LOCHHEAD-LOCHHEAD-LOCHHEAD-LOCHHEAD-LOCHHEAD-LOCHHEAD
33333333333333333333333333333333333333333333333333333333333333
C3-C3-C3-C3-C3-C3-C3-C3-C3-C3-C3-C3-C3-C3-C3-C3-C3-C3
In response to the above Boggs post of "C1" above, WAYNE BISHOP wrote
on 31 Jan 2002 07:15:15-0800(my EMPHASIS):
BISHOP-BISHOP-BISHOP-BISHOP-BISHOP-BISHOP-BISHOP-BISHOP
C3a. "All this. . . (work by Benezet). . . really shows is that
there's nothing new under the sun. At least not in education over
the last century."
C3b. "REFUSAL TO DIRECTLY TEACH FOR TESTABLE READING AND WRITING
COMPETENCE, TO DIRECTLY TEACH FOR TESTABLE MATHEMATICS COMPETENCE HAS
BEEN GOING ON FOR A VERY LONG TIME."
C3c. "THE PEOPLE IT. . .(does "IT" mean failure to teach for testable
results, or Benezet's delay of arithmetic algorithms??). . . HURTS
MOST ARE THE LOW SES. . .(Socioeconomic Status). . . KIDS WHOSE
PARENTS ARE NOT WELL EDUCATED; those with no compensating mechanisms.
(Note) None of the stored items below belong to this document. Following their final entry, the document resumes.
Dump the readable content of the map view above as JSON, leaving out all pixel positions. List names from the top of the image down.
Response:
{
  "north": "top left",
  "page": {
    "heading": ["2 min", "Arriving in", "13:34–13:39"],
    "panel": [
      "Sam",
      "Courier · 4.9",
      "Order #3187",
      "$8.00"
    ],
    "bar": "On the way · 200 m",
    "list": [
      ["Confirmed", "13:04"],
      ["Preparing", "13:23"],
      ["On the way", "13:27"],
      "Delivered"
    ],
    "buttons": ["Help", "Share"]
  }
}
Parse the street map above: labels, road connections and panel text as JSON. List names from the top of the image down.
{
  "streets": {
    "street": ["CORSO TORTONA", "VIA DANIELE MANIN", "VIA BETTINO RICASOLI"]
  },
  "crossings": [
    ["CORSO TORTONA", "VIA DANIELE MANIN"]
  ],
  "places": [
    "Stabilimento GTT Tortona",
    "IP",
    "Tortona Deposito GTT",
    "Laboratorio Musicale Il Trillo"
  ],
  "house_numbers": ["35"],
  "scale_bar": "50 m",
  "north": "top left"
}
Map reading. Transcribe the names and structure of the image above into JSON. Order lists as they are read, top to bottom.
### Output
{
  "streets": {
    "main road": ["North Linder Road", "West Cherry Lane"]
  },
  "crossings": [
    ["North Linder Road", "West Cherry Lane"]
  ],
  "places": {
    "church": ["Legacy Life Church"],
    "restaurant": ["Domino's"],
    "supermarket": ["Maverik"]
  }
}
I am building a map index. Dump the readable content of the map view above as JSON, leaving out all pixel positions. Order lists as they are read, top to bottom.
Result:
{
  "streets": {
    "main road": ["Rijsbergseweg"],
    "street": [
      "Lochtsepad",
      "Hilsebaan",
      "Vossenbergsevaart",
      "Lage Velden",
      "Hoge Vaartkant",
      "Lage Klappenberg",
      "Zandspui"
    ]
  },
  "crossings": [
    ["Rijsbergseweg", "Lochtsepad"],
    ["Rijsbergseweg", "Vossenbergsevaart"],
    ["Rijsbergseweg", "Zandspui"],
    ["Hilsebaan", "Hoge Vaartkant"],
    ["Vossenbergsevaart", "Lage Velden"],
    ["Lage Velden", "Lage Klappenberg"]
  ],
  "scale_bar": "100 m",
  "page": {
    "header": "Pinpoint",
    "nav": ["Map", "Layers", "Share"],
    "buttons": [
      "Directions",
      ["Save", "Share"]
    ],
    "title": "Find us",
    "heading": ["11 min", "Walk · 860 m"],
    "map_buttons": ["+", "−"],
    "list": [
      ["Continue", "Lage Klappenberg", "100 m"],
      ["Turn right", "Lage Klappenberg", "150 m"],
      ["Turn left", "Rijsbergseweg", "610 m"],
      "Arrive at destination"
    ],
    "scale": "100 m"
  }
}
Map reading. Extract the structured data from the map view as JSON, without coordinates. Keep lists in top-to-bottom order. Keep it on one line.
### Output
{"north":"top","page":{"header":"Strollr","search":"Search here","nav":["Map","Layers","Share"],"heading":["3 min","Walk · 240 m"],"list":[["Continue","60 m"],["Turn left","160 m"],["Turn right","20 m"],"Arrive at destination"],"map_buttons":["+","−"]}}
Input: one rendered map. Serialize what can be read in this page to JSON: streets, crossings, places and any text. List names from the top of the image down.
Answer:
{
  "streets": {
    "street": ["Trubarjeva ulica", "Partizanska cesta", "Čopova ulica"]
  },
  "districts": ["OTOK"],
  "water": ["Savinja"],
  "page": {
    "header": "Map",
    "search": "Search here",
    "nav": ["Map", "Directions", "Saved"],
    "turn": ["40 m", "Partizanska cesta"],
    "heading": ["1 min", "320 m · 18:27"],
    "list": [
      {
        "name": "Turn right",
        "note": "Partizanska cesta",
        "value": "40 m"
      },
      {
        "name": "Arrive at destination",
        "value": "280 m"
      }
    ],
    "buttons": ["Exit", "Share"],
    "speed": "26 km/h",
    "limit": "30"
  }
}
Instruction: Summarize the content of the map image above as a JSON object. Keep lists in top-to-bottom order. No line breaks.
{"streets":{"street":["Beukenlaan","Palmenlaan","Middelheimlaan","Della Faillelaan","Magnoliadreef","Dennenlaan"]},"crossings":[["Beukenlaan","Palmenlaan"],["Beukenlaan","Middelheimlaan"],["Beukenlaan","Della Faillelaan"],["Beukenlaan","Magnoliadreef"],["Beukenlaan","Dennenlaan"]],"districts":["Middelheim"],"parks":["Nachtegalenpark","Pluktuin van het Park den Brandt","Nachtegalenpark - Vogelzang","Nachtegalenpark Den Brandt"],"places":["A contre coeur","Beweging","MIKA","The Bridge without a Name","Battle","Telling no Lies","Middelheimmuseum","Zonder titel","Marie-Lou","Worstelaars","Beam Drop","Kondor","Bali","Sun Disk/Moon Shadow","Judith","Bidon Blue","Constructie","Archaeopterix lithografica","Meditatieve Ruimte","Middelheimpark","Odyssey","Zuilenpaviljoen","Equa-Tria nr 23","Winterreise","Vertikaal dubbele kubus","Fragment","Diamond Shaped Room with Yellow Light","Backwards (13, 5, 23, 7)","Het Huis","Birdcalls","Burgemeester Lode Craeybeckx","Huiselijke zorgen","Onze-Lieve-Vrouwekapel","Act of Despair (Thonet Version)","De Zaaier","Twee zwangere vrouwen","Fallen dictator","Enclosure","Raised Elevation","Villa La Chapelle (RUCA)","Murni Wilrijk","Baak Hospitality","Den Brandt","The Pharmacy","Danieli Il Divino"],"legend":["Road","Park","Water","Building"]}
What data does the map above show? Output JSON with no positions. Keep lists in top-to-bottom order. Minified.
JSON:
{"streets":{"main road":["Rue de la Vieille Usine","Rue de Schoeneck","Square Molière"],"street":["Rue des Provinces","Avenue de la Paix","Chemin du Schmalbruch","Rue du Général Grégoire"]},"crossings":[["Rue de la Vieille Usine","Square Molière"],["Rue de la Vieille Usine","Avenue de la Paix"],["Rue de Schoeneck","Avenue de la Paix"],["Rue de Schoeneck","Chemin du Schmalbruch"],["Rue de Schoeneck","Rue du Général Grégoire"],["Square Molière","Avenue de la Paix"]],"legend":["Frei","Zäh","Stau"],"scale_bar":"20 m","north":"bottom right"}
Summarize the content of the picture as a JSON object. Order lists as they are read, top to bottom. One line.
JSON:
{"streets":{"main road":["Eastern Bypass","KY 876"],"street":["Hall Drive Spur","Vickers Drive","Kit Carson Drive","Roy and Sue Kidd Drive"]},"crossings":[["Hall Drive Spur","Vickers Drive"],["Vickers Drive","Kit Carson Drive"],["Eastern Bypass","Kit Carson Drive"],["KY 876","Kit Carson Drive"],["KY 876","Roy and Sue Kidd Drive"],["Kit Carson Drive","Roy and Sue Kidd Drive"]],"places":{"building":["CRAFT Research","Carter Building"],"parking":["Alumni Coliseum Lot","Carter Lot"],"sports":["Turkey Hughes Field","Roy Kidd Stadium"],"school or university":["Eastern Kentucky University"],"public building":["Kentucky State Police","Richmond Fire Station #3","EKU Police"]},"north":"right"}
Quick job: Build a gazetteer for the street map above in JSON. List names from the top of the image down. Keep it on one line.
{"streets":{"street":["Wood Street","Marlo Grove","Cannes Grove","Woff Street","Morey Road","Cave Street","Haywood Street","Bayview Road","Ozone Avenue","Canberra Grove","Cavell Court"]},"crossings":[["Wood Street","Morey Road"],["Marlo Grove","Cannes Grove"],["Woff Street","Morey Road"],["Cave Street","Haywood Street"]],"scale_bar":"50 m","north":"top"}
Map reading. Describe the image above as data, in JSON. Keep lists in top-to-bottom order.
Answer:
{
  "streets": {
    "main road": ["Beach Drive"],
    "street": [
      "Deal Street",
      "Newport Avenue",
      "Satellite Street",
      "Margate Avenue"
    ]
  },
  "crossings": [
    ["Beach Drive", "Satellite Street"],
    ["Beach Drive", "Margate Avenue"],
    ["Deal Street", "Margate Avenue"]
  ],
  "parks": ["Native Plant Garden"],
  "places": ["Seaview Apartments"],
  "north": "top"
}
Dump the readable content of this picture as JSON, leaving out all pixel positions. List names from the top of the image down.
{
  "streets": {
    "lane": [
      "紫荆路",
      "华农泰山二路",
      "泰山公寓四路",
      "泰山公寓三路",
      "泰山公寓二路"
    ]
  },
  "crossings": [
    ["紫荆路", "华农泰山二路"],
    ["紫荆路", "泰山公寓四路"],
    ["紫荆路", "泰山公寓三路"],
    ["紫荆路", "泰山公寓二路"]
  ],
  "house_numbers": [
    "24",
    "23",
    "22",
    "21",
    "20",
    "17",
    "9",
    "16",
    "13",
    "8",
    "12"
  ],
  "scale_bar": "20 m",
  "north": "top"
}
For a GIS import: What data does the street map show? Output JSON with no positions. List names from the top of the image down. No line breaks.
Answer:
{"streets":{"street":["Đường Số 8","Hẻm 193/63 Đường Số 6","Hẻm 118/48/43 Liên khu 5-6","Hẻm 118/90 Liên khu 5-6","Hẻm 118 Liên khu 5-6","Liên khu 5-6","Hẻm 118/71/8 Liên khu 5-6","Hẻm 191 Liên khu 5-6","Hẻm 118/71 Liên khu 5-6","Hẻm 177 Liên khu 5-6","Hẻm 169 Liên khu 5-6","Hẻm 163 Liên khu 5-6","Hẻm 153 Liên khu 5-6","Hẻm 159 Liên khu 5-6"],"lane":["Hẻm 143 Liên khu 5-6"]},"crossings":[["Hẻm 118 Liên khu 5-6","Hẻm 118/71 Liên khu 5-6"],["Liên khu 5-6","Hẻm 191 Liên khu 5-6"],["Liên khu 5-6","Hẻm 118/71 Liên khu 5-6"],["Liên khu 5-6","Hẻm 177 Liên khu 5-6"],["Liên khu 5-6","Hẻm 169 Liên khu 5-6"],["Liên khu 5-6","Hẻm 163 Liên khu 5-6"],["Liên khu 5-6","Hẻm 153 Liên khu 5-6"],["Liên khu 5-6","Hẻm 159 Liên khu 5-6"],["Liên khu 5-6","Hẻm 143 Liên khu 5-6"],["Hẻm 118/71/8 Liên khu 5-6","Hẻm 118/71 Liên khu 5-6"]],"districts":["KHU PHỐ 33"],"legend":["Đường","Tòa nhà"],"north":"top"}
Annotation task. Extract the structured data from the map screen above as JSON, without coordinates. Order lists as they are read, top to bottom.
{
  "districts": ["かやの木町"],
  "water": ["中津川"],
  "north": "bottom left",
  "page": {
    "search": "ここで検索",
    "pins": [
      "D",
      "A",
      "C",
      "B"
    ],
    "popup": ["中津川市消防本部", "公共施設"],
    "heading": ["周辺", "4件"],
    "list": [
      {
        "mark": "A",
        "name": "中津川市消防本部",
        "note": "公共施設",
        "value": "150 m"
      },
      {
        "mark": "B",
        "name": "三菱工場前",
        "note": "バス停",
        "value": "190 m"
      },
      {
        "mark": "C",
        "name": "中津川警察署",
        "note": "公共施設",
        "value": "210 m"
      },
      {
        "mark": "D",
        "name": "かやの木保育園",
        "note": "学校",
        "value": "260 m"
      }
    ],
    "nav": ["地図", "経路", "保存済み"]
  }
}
Their only access to upward societal mobility (barring the lottery,
exceptional talent in sports or music, or some such) is through
education but we keep trying, decade after decade, to deny them that
opportunity. Amazing."
C3d. "It . . .(the material at the Benezet Centre). . . IS. . .
(fascinating). . . Especially number 7. . .(Related Article #7
regarding). . . SOLVING STANDARD ALGEBRA PROBLEMS WITHOUT ALGEBRA.
Algebra competence appears to correlate with future academic success
even more consistently than formal reading competence (mostly because
algebra competence implies a level of reading competence but not vice
versa) so what to do? Avoid developing algebra competence.
Especially among ignorant po' folk. Amazing."
BISHOP-BISHOP-BISHOP-BISHOP-BISHOP-BISHOP-BISHOP-BISHOP
R3-R3-R3-R3-R3-R3-R3-R3-R3-R3-R3-R3-R3-R3-R3-R3-R3-R3
R3a. Bishop seems to imply that the Benezet-Berman experiment was
(is) the same old educational stuff of the past century. I wonder if
Bishop could amplify and/or document this assertion?
R3b. As an antidote to Bishop's erroneous implication that the
Benezet experiment involved no testing for mathematical competence, I
quote the abstract of Mahajan & Hake (2000):
MAHAJAN&HAKE-MAHAJAN&HAKE-MAHAJAN&HAKE-MAHAJAN&HAKE
"Abstract. Should teachers concentrate on critical thinking,
estimation, measurement, and graphing rather than college-clone
algorithmic physics in grades K-12? [For non-US readers: Children
begin kindergarten (grade K) roughly at age 5 and finish the highest
grade (12) roughly at age 18.]
Thus far physics education research offers little substantive
guidance. Mathematics education research addressed the mathematics
analogue of this question in the 1930's. Students in Manchester, New
Hampshire were not subjected to arithmetic algorithms until grade 6.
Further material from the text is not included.